Per comprendere il significato e l’obiettivo della spending review, questo «oggetto misterioso», rimando a due documenti. Il primo è la relazione da me presentata al Consiglio dei ministri il 30 aprile scorso; il secondo, ancora più importante, è il Documento di economia e finanza 2012, dove è riportato, tra l’altro, il conto economico delle amministrazioni pubbliche con le previsioni per il periodo 2012-2015.
 
Come si evince dal Documento, la proiezione della spesa per il personale nei cinque anni, 2011-2015, passa da 170 a 169 miliardi, quindi resta stabile in termini nominali. Anche la spesa per consumi intermedi è sostanzialmente invariata. All’interno di queste due categorie, la spesa sanitaria aumenta invece di 6 miliardi di euro. Ciò implica che tutte le altre voci di spesa si riducano di importi che sommati danno una cifra analoga.
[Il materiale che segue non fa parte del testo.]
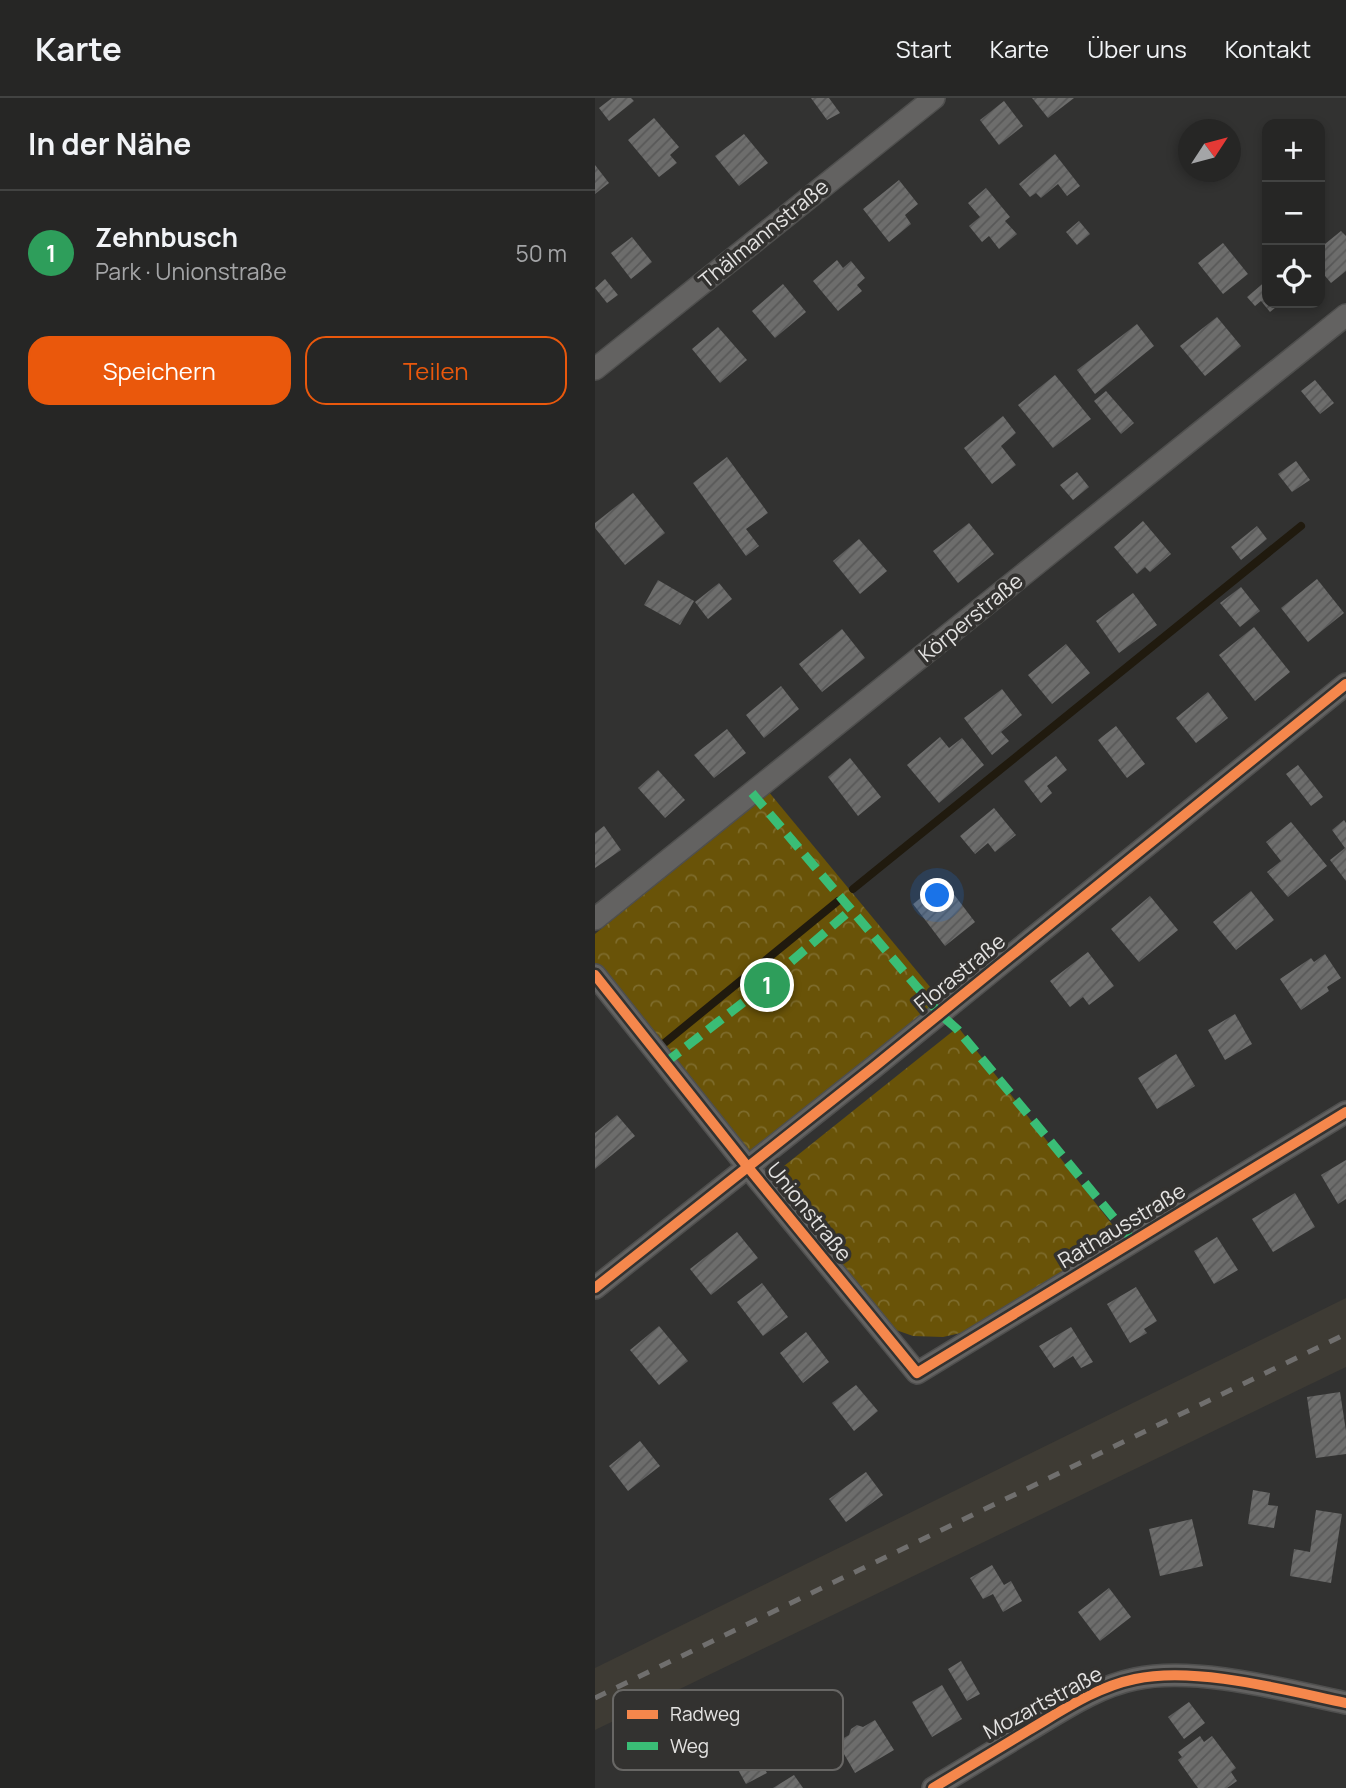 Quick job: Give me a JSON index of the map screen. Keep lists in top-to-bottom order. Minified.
{"streets":{"street":["Thälmannstraße","Körperstraße","Florastraße","Unionstraße","Rathausstraße","Mozartstraße"]},"crossings":[["Florastraße","Unionstraße"],["Unionstraße","Rathausstraße"]],"legend":["Radweg","Weg"],"north":"top right","page":{"header":"Karte","nav":["Start","Karte","Über uns","Kontakt"],"heading":"In der Nähe","map_buttons":["+","−"],"list":[{"mark":"1","name":"Zehnbusch","note":"Park · Unionstraße","value":"50 m"}],"buttons":["Speichern","Teilen"],"pins":"1"}}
È uno scenario che non ha precedenti nella storia economico-politico-sociale del nostro paese. Coloro che hanno un minimo di responsabilità, ruoli di direzione, di governo, di controllo all’interno di qualunque segmento di settore pubblico, hanno di fronte compiti di straordinario rilievo.
Associata a queste dinamiche della spesa complessiva va segnalata una categoria che aumenta nel corso di questi cinque anni: è la spesa per le pensioni, la quale, nonostante le riforme, si porta appresso la storia del paese. L’Italia ha una spesa per i servizi pubblici tra le più basse dell’Europa e dell’Ocse ma una spesa per interessi e per pensioni tra le più elevate al mondo.
 
La responsabilità di amministratori e politici è quella di limitare i danni, di evitare che i nostri figli e i nostri nipoti abbiano troppo a soffrire delle dissennatezze del passato. C’è bisogno di una cura dimagrante che gli amministratori dovranno gestire attraverso le tecniche sofisticate della revisione della spesa. Come è noto, la spending review si può realizzare secondo vari stadi. C’è quello più semplice, che il popolo ama, ovvero l’eliminazione degli sprechi. C’è quello più complesso, la parte più apprezzata dal ministro della Pa, Filippo Patroni Griffi, ovvero la riorganizzazione della vita delle amministrazioni pubbliche rendendole più efficienti e meno costose. C’è, infine, lo stadio che reclamano alcune voci critiche nei confronti del governo, vale a dire un’operazione di arretramento strategico – come è stato scritto – della presenza pubblica nell’economia, ad esempio trasferendo parte dei servizi pubblici al settore privato con il finanziamento a carico dei cittadini. Credo che questa terza parte normalmente non venga insegnata e non faccia parte dei corsi di formazione, di preparazione e di acculturamento, anche se molti la considerano, in prospettiva, necessaria.
 
Immagino che gli amministratori dovranno occuparsi dei primi due livelli. Ridurre gli sprechi, quindi, e a questo riguardo ci sono tante iniziative da prendere. Perché continuare a stare in uffici di 30 e 40 metri quadri? Bisogna rassegnarsi a un ufficetto di 15 metri quadri. Riorganizzare la vita delle amministrazioni pubbliche: ed è proprio a questa seconda parte che nel nostro lavoro di revisione della spesa abbiamo dedicato l’attenzione maggiore.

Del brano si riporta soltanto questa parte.